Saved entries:
-*-*-

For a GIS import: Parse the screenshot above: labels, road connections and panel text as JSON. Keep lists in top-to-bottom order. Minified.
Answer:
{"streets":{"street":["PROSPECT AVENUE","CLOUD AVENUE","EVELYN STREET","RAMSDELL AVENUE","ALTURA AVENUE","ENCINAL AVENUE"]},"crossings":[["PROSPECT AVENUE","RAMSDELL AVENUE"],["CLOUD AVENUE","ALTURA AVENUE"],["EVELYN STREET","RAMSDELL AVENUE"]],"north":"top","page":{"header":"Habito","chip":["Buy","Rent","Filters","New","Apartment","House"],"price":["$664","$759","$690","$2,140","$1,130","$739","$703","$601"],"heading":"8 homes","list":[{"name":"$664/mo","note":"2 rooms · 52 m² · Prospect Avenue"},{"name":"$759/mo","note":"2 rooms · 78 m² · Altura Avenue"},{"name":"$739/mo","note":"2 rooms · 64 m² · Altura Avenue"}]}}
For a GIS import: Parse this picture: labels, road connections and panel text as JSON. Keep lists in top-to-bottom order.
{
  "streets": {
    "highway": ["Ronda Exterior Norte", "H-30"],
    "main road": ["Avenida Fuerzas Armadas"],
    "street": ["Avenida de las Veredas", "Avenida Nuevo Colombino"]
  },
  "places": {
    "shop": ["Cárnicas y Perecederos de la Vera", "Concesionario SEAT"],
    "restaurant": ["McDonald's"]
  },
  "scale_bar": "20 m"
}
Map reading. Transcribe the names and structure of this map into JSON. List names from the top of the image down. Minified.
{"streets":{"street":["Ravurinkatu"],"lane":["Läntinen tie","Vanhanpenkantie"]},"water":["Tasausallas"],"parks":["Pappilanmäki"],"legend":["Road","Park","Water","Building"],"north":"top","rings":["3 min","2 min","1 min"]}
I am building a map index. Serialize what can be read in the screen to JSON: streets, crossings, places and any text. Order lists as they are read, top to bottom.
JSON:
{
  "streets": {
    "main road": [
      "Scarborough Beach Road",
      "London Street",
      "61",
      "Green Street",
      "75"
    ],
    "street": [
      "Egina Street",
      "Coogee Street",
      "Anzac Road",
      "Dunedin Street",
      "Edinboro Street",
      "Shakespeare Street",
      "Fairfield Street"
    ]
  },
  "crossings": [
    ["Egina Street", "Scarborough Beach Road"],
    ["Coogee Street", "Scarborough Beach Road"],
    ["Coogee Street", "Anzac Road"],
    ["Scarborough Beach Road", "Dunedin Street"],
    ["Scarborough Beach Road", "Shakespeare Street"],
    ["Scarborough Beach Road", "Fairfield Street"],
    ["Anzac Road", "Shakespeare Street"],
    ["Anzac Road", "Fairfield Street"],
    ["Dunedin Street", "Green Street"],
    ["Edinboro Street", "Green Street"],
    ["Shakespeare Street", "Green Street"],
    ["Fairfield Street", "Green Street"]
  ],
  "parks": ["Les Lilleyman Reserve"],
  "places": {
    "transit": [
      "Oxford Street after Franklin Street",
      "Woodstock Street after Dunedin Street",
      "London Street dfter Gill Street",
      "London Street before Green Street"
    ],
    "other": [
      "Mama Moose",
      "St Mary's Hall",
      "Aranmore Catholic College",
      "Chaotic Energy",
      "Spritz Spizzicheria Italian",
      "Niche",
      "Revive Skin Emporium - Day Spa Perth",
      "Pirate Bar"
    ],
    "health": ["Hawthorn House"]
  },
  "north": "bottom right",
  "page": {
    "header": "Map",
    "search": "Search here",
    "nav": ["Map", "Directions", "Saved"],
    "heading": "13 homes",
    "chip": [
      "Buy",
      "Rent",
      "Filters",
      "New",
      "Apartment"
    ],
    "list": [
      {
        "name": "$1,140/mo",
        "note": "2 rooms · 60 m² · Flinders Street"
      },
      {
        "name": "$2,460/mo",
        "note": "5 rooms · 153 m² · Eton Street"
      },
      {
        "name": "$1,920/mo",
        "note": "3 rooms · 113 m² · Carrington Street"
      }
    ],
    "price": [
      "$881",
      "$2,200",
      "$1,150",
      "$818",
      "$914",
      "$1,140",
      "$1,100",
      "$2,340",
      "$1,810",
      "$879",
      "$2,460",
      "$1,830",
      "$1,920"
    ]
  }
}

-*-*-

[Exercise instructions] Retype all the records above without changing a word.

[Final answer]
For a GIS import: Parse the screenshot above: labels, road connections and panel text as JSON. Keep lists in top-to-bottom order. Minified.
Answer:
{"streets":{"street":["PROSPECT AVENUE","CLOUD AVENUE","EVELYN STREET","RAMSDELL AVENUE","ALTURA AVENUE","ENCINAL AVENUE"]},"crossings":[["PROSPECT AVENUE","RAMSDELL AVENUE"],["CLOUD AVENUE","ALTURA AVENUE"],["EVELYN STREET","RAMSDELL AVENUE"]],"north":"top","page":{"header":"Habito","chip":["Buy","Rent","Filters","New","Apartment","House"],"price":["$664","$759","$690","$2,140","$1,130","$739","$703","$601"],"heading":"8 homes","list":[{"name":"$664/mo","note":"2 rooms · 52 m² · Prospect Avenue"},{"name":"$759/mo","note":"2 rooms · 78 m² · Altura Avenue"},{"name":"$739/mo","note":"2 rooms · 64 m² · Altura Avenue"}]}}
For a GIS import: Parse this picture: labels, road connections and panel text as JSON. Keep lists in top-to-bottom order.
{
  "streets": {
    "highway": ["Ronda Exterior Norte", "H-30"],
    "main road": ["Avenida Fuerzas Armadas"],
    "street": ["Avenida de las Veredas", "Avenida Nuevo Colombino"]
  },
  "places": {
    "shop": ["Cárnicas y Perecederos de la Vera", "Concesionario SEAT"],
    "restaurant": ["McDonald's"]
  },
  "scale_bar": "20 m"
}
Map reading. Transcribe the names and structure of this map into JSON. List names from the top of the image down. Minified.
{"streets":{"street":["Ravurinkatu"],"lane":["Läntinen tie","Vanhanpenkantie"]},"water":["Tasausallas"],"parks":["Pappilanmäki"],"legend":["Road","Park","Water","Building"],"north":"top","rings":["3 min","2 min","1 min"]}
I am building a map index. Serialize what can be read in the screen to JSON: streets, crossings, places and any text. Order lists as they are read, top to bottom.
JSON:
{
  "streets": {
    "main road": [
      "Scarborough Beach Road",
      "London Street",
      "61",
      "Green Street",
      "75"
    ],
    "street": [
      "Egina Street",
      "Coogee Street",
      "Anzac Road",
      "Dunedin Street",
      "Edinboro Street",
      "Shakespeare Street",
      "Fairfield Street"
    ]
  },
  "crossings": [
    ["Egina Street", "Scarborough Beach Road"],
    ["Coogee Street", "Scarborough Beach Road"],
    ["Coogee Street", "Anzac Road"],
    ["Scarborough Beach Road", "Dunedin Street"],
    ["Scarborough Beach Road", "Shakespeare Street"],
    ["Scarborough Beach Road", "Fairfield Street"],
    ["Anzac Road", "Shakespeare Street"],
    ["Anzac Road", "Fairfield Street"],
    ["Dunedin Street", "Green Street"],
    ["Edinboro Street", "Green Street"],
    ["Shakespeare Street", "Green Street"],
    ["Fairfield Street", "Green Street"]
  ],
  "parks": ["Les Lilleyman Reserve"],
  "places": {
    "transit": [
      "Oxford Street after Franklin Street",
      "Woodstock Street after Dunedin Street",
      "London Street dfter Gill Street",
      "London Street before Green Street"
    ],
    "other": [
      "Mama Moose",
      "St Mary's Hall",
      "Aranmore Catholic College",
      "Chaotic Energy",
      "Spritz Spizzicheria Italian",
      "Niche",
      "Revive Skin Emporium - Day Spa Perth",
      "Pirate Bar"
    ],
    "health": ["Hawthorn House"]
  },
  "north": "bottom right",
  "page": {
    "header": "Map",
    "search": "Search here",
    "nav": ["Map", "Directions", "Saved"],
    "heading": "13 homes",
    "chip": [
      "Buy",
      "Rent",
      "Filters",
      "New",
      "Apartment"
    ],
    "list": [
      {
        "name": "$1,140/mo",
        "note": "2 rooms · 60 m² · Flinders Street"
      },
      {
        "name": "$2,460/mo",
        "note": "5 rooms · 153 m² · Eton Street"
      },
      {
        "name": "$1,920/mo",
        "note": "3 rooms · 113 m² · Carrington Street"
      }
    ],
    "price": [
      "$881",
      "$2,200",
      "$1,150",
      "$818",
      "$914",
      "$1,140",
      "$1,100",
      "$2,340",
      "$1,810",
      "$879",
      "$2,460",
      "$1,830",
      "$1,920"
    ]
  }
}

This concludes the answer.